# [Exercise instructions]
Copy out exactly the lines from the first line of the material below through the line containing "2px #b5b8bc) drop-shadow(0", and nothing beyond them.

** Material for the task follows **

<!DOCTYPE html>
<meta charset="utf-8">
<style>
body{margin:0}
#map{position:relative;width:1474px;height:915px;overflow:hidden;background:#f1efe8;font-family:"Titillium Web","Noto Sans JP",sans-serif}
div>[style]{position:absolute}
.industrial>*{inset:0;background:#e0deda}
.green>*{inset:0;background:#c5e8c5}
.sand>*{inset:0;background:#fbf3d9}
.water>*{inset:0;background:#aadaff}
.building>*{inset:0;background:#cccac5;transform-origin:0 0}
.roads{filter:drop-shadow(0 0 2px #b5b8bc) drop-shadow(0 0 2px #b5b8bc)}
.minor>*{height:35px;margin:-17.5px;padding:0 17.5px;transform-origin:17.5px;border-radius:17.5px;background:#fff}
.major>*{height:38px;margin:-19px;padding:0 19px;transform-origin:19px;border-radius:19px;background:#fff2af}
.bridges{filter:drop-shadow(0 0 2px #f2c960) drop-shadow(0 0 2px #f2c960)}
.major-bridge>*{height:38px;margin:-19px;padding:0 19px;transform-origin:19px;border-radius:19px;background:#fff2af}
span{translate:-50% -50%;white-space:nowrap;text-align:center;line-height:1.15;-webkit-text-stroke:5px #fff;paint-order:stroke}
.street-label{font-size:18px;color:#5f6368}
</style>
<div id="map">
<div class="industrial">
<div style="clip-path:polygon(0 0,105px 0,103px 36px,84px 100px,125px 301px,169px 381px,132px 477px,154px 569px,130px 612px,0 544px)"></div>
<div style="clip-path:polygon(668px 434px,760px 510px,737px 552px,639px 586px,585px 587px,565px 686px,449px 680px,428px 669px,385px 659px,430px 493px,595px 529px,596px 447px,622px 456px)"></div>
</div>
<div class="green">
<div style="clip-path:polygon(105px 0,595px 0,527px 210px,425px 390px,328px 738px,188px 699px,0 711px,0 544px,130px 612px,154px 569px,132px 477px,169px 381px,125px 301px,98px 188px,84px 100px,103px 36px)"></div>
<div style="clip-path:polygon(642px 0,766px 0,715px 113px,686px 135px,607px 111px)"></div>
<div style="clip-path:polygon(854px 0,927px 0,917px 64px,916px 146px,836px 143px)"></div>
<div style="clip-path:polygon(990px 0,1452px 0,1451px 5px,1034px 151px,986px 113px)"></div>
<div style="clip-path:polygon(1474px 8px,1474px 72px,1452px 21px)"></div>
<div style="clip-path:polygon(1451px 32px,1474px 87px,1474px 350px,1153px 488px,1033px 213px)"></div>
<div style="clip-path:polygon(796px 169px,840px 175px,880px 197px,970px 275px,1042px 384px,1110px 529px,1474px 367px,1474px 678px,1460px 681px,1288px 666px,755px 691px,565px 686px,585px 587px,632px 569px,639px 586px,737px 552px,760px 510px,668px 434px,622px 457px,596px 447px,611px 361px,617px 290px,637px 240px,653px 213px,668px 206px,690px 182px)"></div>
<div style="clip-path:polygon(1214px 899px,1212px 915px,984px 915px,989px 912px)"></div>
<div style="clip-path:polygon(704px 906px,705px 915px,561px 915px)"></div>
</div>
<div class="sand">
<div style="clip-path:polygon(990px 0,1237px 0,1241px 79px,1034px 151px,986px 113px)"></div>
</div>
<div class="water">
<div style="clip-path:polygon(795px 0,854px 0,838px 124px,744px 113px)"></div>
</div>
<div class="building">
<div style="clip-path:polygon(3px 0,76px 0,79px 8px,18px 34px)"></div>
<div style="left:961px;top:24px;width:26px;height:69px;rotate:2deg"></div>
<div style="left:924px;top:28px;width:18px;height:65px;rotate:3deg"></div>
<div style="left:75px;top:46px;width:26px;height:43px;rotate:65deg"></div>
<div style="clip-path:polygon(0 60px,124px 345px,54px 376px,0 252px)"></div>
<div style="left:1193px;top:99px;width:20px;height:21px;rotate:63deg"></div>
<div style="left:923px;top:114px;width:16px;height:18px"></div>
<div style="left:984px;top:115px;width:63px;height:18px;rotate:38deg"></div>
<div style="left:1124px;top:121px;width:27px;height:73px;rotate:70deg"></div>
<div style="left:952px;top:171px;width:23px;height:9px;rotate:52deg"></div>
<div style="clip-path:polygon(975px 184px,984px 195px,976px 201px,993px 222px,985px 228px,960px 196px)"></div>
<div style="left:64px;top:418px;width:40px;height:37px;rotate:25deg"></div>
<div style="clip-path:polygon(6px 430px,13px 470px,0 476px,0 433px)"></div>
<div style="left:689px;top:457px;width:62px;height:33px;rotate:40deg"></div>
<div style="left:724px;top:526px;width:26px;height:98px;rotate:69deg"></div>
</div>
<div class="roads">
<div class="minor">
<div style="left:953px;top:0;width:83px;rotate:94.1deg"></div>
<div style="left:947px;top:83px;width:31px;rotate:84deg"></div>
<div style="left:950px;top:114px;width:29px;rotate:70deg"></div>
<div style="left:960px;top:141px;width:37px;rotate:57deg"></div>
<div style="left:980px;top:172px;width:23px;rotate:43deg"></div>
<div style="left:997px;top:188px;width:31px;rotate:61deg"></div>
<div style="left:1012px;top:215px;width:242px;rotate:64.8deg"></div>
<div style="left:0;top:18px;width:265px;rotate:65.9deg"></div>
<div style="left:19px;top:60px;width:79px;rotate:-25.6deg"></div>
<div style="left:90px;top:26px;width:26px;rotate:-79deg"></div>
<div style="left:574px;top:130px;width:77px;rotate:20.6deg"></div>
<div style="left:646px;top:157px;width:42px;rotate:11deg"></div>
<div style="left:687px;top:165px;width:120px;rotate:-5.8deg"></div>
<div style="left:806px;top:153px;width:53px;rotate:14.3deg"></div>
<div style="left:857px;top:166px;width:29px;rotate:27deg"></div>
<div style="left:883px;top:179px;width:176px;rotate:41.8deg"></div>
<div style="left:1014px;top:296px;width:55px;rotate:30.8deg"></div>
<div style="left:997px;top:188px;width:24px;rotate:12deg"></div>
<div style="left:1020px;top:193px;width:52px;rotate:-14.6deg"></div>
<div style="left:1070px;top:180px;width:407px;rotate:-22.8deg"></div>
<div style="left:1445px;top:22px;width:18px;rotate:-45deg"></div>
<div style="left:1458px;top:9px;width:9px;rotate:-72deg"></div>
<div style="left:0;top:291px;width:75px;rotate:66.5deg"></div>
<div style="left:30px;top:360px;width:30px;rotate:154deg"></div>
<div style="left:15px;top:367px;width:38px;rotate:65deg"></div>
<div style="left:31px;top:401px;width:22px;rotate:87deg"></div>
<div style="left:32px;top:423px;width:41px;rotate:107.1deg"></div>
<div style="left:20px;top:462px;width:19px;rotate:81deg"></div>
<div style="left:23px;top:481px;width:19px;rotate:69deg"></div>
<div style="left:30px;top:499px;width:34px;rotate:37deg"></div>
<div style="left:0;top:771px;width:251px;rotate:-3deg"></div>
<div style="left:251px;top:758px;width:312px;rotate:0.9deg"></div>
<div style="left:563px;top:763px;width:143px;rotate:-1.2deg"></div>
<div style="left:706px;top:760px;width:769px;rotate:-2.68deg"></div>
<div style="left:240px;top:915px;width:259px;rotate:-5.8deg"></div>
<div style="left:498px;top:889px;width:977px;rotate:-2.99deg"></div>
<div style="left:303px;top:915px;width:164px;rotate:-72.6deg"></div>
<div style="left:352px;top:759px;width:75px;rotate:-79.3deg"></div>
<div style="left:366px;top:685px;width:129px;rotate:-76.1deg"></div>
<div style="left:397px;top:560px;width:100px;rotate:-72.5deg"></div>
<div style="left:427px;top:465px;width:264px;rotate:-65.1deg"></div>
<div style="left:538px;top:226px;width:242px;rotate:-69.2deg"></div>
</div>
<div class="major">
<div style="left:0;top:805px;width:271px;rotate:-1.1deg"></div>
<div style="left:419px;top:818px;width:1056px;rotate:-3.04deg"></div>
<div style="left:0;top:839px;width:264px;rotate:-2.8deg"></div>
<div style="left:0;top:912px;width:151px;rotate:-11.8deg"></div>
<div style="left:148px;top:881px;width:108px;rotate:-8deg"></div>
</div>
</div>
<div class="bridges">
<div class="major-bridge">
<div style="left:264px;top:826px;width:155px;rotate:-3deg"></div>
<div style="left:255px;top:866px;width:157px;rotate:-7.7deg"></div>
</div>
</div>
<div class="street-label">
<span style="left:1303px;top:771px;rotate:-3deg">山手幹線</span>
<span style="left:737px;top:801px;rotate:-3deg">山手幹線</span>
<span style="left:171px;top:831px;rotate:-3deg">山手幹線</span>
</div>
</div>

** End of Material for the task **

# [Output of the task]
<!DOCTYPE html>
<meta charset="utf-8">
<style>
body{margin:0}
#map{position:relative;width:1474px;height:915px;overflow:hidden;background:#f1efe8;font-family:"Titillium Web","Noto Sans JP",sans-serif}
div>[style]{position:absolute}
.industrial>*{inset:0;background:#e0deda}
.green>*{inset:0;background:#c5e8c5}
.sand>*{inset:0;background:#fbf3d9}
.water>*{inset:0;background:#aadaff}
.building>*{inset:0;background:#cccac5;transform-origin:0 0}
.roads{filter:drop-shadow(0 0 2px #b5b8bc) drop-shadow(0 0 2px #b5b8bc)}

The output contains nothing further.